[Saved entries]
——
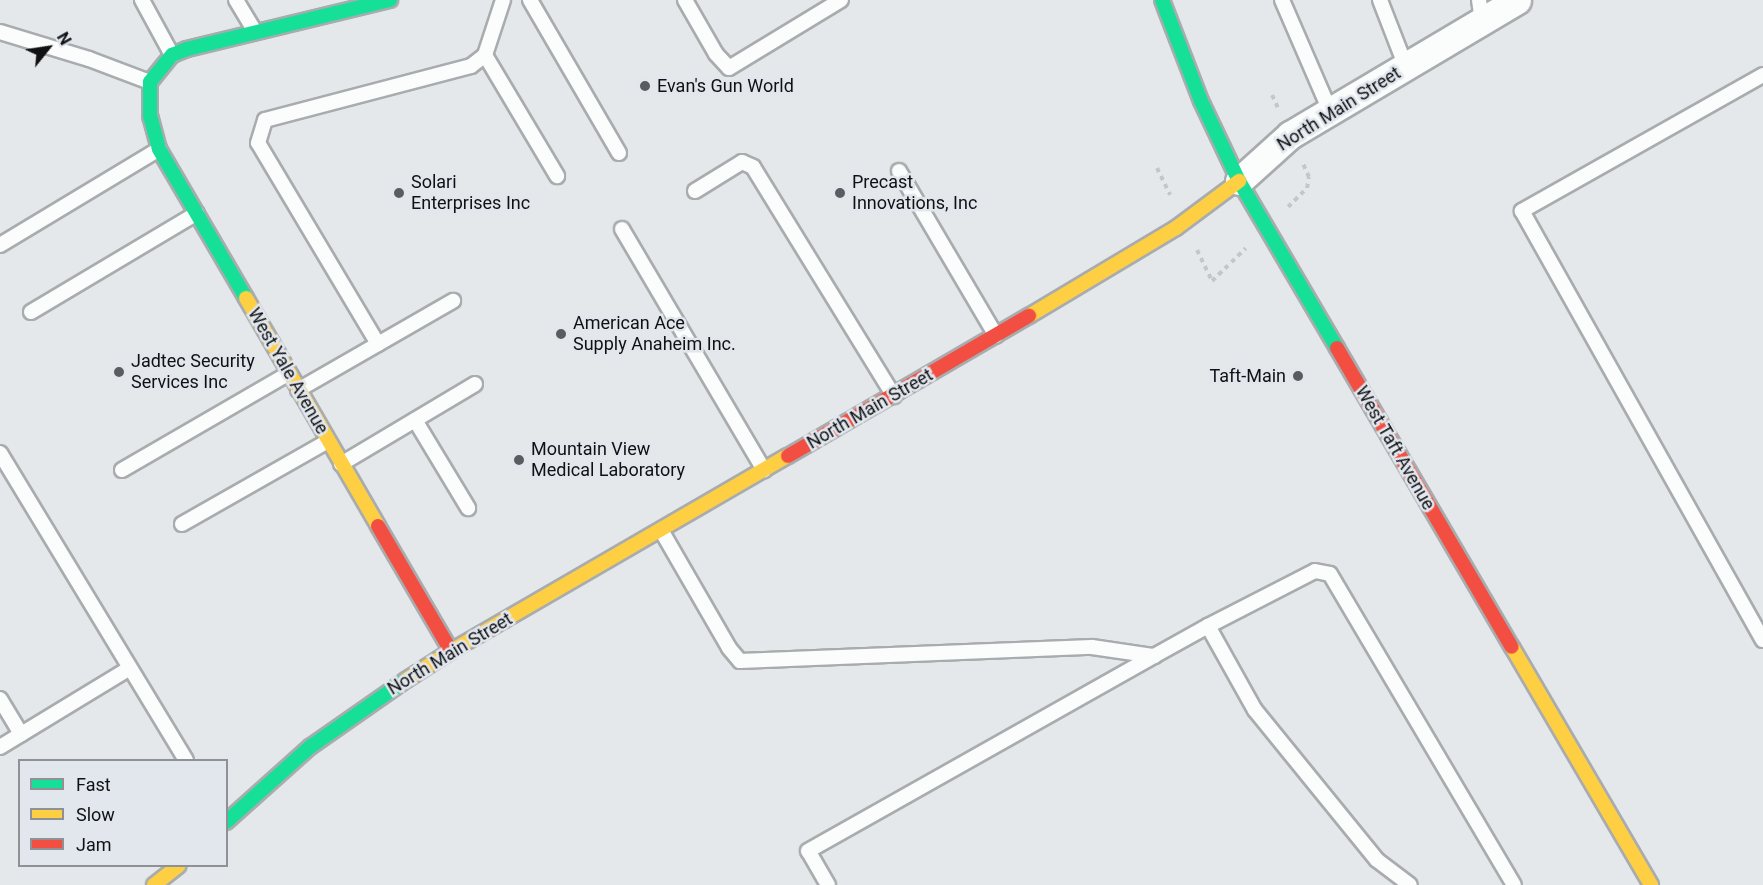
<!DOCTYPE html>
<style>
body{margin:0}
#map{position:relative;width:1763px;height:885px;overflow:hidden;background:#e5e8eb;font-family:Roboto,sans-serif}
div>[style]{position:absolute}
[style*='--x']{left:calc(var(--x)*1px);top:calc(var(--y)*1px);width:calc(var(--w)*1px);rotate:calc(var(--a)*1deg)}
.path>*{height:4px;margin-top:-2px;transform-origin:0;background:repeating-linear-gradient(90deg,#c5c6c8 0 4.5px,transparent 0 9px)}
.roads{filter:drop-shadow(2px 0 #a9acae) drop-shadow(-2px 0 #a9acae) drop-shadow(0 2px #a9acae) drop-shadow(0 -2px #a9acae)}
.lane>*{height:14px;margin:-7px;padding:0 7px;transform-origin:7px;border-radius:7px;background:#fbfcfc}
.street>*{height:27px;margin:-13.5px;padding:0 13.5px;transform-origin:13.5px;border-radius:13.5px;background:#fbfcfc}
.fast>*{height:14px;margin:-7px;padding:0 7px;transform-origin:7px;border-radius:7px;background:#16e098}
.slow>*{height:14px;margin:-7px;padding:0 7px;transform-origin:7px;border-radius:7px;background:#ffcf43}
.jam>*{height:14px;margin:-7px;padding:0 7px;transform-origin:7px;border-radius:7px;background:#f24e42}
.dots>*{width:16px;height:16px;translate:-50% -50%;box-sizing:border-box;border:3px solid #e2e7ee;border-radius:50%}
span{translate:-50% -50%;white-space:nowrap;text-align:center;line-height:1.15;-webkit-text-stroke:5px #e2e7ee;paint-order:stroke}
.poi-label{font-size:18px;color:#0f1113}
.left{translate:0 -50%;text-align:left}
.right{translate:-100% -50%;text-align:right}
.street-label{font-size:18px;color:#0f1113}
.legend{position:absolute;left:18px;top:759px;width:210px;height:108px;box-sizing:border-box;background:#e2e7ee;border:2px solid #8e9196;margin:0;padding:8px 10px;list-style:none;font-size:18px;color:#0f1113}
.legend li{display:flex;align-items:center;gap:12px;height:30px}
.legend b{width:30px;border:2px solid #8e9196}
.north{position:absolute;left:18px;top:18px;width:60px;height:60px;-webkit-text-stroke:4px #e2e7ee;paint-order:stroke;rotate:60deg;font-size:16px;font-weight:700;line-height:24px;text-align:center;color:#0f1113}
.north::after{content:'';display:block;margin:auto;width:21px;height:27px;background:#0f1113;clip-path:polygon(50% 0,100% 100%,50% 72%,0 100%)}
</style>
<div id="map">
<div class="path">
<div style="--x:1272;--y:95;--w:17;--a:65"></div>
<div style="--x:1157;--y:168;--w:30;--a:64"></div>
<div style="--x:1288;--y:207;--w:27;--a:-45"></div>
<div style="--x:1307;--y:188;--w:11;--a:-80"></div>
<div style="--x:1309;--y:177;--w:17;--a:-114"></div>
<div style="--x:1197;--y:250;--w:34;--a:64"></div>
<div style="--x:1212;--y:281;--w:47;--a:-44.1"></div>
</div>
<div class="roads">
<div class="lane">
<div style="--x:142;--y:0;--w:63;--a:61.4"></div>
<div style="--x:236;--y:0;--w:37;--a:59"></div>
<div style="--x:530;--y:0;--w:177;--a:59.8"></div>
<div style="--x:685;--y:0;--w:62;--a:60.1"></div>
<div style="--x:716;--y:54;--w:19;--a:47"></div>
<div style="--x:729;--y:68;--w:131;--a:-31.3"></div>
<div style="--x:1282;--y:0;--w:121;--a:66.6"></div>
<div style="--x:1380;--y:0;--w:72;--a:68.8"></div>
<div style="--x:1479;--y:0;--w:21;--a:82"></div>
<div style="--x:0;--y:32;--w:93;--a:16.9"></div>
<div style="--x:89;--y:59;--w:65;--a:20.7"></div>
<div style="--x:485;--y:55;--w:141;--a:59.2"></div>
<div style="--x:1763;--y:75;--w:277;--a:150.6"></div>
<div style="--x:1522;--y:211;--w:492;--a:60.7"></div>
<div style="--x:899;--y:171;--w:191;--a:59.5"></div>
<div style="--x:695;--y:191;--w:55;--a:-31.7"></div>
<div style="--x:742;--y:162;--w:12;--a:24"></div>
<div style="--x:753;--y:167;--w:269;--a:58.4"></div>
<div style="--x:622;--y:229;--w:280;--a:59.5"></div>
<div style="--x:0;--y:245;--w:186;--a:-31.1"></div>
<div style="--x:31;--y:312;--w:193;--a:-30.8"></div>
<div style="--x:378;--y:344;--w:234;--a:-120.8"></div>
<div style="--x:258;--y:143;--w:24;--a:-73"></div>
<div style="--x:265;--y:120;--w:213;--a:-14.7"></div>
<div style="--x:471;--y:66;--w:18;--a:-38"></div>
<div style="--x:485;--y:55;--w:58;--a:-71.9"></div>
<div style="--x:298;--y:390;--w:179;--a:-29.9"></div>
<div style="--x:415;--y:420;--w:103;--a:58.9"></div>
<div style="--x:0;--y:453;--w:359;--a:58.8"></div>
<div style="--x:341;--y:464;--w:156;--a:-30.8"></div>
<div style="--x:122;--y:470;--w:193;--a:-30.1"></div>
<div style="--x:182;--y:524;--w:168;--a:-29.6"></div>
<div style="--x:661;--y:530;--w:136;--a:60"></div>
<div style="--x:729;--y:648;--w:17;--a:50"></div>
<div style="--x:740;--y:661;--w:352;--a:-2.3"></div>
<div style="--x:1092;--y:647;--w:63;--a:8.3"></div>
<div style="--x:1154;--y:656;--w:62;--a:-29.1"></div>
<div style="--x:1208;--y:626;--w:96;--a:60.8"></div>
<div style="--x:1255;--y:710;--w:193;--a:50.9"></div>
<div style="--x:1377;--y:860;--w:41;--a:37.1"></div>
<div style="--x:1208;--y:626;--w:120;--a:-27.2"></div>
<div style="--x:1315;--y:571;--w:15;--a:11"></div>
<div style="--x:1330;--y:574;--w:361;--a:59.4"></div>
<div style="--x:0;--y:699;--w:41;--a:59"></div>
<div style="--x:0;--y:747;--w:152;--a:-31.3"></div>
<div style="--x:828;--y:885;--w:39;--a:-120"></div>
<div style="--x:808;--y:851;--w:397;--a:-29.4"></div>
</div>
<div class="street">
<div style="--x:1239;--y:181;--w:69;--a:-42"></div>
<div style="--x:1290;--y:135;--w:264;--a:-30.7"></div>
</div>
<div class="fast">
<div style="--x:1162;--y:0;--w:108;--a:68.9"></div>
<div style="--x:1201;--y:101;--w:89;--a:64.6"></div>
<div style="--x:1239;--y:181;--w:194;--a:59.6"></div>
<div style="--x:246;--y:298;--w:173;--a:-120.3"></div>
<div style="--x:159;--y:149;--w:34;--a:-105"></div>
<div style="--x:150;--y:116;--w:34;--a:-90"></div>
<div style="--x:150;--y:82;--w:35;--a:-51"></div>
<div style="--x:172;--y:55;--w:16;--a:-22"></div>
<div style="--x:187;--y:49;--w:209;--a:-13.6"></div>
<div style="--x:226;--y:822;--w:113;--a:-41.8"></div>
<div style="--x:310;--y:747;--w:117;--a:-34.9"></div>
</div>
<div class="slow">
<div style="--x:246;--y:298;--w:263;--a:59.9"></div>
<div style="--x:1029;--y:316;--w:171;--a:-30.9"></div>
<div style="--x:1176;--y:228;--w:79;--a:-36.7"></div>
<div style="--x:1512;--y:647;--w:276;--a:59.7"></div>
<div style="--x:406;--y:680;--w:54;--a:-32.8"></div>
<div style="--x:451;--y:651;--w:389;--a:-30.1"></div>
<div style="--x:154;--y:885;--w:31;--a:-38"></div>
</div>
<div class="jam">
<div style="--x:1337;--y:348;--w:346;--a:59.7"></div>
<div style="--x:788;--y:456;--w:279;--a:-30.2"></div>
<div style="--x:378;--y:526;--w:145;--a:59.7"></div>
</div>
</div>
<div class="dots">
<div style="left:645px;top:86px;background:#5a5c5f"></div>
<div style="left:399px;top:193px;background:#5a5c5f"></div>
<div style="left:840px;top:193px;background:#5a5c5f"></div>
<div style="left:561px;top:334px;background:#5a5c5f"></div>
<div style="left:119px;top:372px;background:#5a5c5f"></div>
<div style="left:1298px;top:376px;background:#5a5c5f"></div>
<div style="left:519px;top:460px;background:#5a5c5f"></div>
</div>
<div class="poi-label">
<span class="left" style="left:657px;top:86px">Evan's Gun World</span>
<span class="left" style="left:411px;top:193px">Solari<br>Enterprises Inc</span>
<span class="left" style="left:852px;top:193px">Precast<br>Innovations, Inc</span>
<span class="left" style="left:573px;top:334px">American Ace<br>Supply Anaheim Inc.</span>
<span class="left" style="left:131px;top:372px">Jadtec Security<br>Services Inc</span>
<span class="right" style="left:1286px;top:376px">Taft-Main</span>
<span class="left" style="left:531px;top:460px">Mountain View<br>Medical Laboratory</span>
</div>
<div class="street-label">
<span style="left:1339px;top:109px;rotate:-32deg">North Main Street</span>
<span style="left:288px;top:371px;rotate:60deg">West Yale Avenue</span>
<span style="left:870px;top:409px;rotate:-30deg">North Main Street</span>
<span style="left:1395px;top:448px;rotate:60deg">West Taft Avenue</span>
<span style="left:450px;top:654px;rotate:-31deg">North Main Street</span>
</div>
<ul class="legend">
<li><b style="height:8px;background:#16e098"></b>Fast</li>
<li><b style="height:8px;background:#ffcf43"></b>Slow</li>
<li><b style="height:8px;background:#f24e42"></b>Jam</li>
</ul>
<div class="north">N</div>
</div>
——
● Exercise
What should be set down is every line from the opening of the records through the line that contains "0 #a9acae) drop-shadow(-2px", exactly, with pictures left out.

● Response for this exercise
<!DOCTYPE html>
<style>
body{margin:0}
#map{position:relative;width:1763px;height:885px;overflow:hidden;background:#e5e8eb;font-family:Roboto,sans-serif}
div>[style]{position:absolute}
[style*='--x']{left:calc(var(--x)*1px);top:calc(var(--y)*1px);width:calc(var(--w)*1px);rotate:calc(var(--a)*1deg)}
.path>*{height:4px;margin-top:-2px;transform-origin:0;background:repeating-linear-gradient(90deg,#c5c6c8 0 4.5px,transparent 0 9px)}
.roads{filter:drop-shadow(2px 0 #a9acae) drop-shadow(-2px 0 #a9acae) drop-shadow(0 2px #a9acae) drop-shadow(0 -2px #a9acae)}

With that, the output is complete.